Written By Unknown on Selasa, 22 Oktober 2013 | 08.11

IT services major TCS has bagged a multi-million dollar deal from leading rail vehicles maker Bombardier Transportation for managing IT infrastructure of its newly commissioned data centres.

"The multi-year, multi-million deal, is the first that TCS has signed with a rail-transportation technology provider," TCS said in a release. It did not reveal financial details of the deal. Bombardier Transportation is a world leader in rail transportation with operations in over 60 countries.

As part of the contract, TCS will provide remote infrastructure management (RIM) of Bombardier Transportation's recently established data centres in Germany.
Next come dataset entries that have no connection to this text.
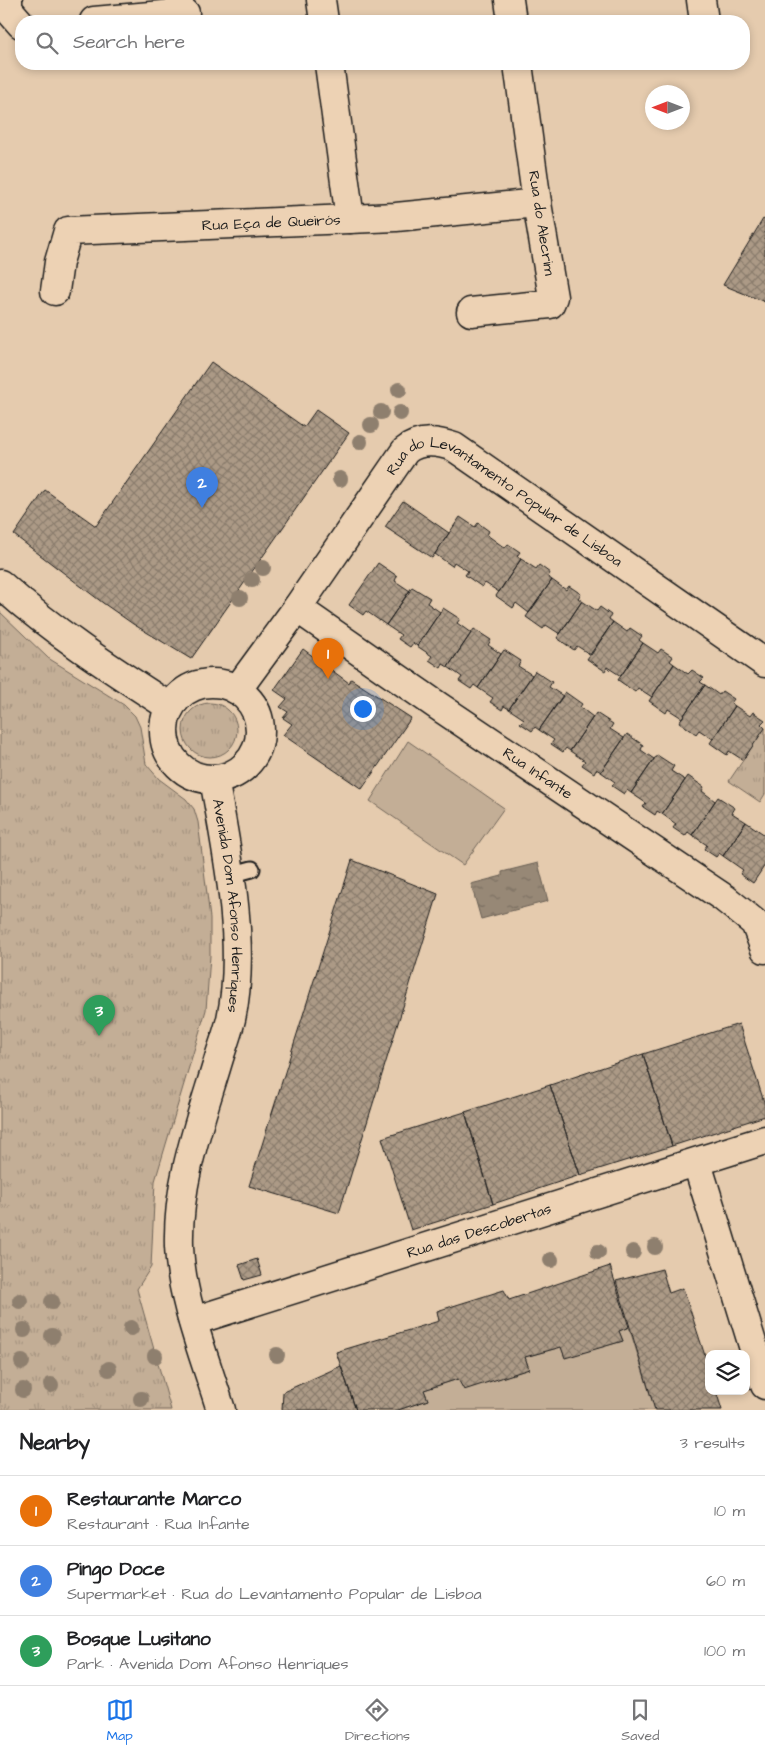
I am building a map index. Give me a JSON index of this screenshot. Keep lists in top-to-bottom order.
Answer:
{
  "streets": {
    "street": [
      "Rua Eça de Queirós",
      "Rua do Alecrim",
      "Rua do Levantamento Popular de Lisboa",
      "Rua Infante",
      "Avenida Dom Afonso Henriques",
      "Rua das Descobertas"
    ]
  },
  "crossings": [
    ["Rua Eça de Queirós", "Rua do Alecrim"],
    ["Rua do Levantamento Popular de Lisboa", "Rua Infante"],
    ["Rua do Levantamento Popular de Lisboa", "Avenida Dom Afonso Henriques"],
    ["Avenida Dom Afonso Henriques", "Rua das Descobertas"]
  ],
  "north": "left",
  "page": {
    "search": "Search here",
    "pins": ["2", "1", "3"],
    "heading": ["Nearby", "3 results"],
    "list": [
      {
        "mark": "1",
        "name": "Restaurante Marco",
        "note": "Restaurant · Rua Infante",
        "value": "10 m"
      },
      {
        "mark": "2",
        "name": "Pingo Doce",
        "note": "Supermarket · Rua do Levantamento Popular de Lisboa",
        "value": "60 m"
      },
      {
        "mark": "3",
        "name": "Bosque Lusitano",
        "note": "Park · Avenida Dom Afonso Henriques",
        "value": "100 m"
      }
    ],
    "nav": ["Map", "Directions", "Saved"]
  }
}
The new data centres will establish a technology platform for Bombardier, through introduction of private cloud services paired with a high level of virtualisation, the statement said.
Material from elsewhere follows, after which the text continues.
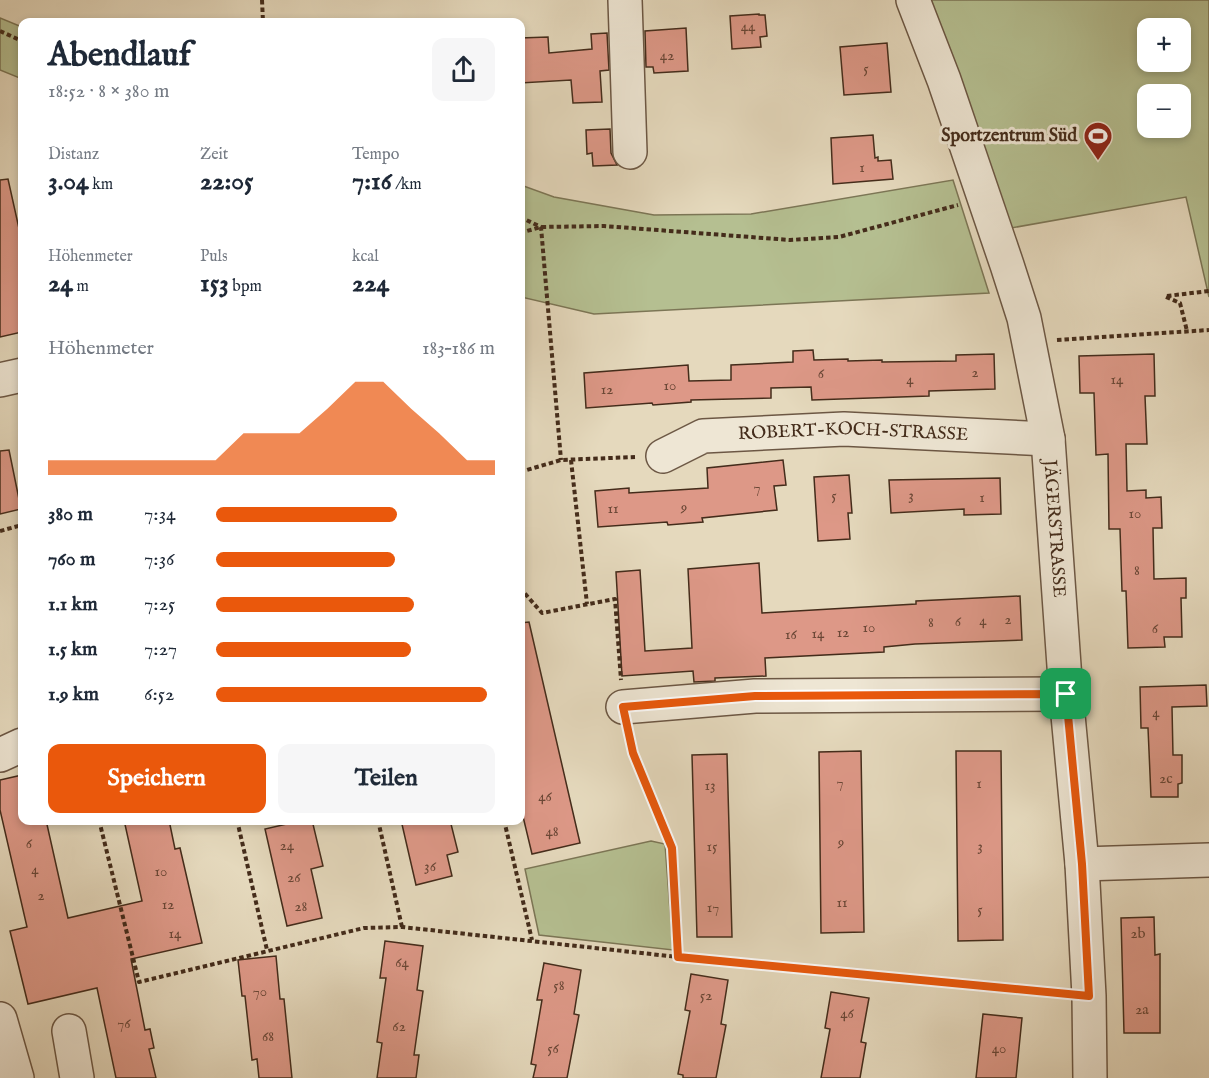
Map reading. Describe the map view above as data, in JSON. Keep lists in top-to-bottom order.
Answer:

Also Read: TCS plans lateral hiring; ups FY14 target to 50,000

TCS will also provide SAP Basis support to Bombardier Transportation. "India is central to Bombardier's Information Services strategy - our relationship with TCS offers operational excellence in markets around the world," Bombardier Transportation Vice President Thomas Leidenbach said.

Sapthagiri Chapalapalli, Head of Central Europe at TCS, said: "This is a strategic step forward for TCS as it establishes us as a partner of choice for infrastructure services in the German market." TCS' Central Europe operations (an operating area cutting across Germany and Austria) comprise over 4,000 professionals, servicing more than 80 leading German and Austrian companies such as Commerzbank, Daimler, Deutsche Bank, Deutsche Börse, as well as growing set of upper midsize companies.

Backed by large deal wins from Europe and the US, TCS last week announced better than expected 34 per cent jump in net profit to Rs 4,702 crore for the July-September quarter this year.


On October 21, 2013, Tata Consultancy Services closed at Rs 2073.50, down Rs 46.9, or 2.21 percent. The 52-week high of the share was Rs 2258.05 and the 52-week low was Rs 1197.60.

The company's trailing 12-month (TTM) EPS was at Rs 77.34 per share as per the quarter ended September 2013. The stock's price-to-earnings (P/E) ratio was 26.81. The latest book value of the company is Rs 165.86 per share. At current value, the price-to-book value of the company was 12.50.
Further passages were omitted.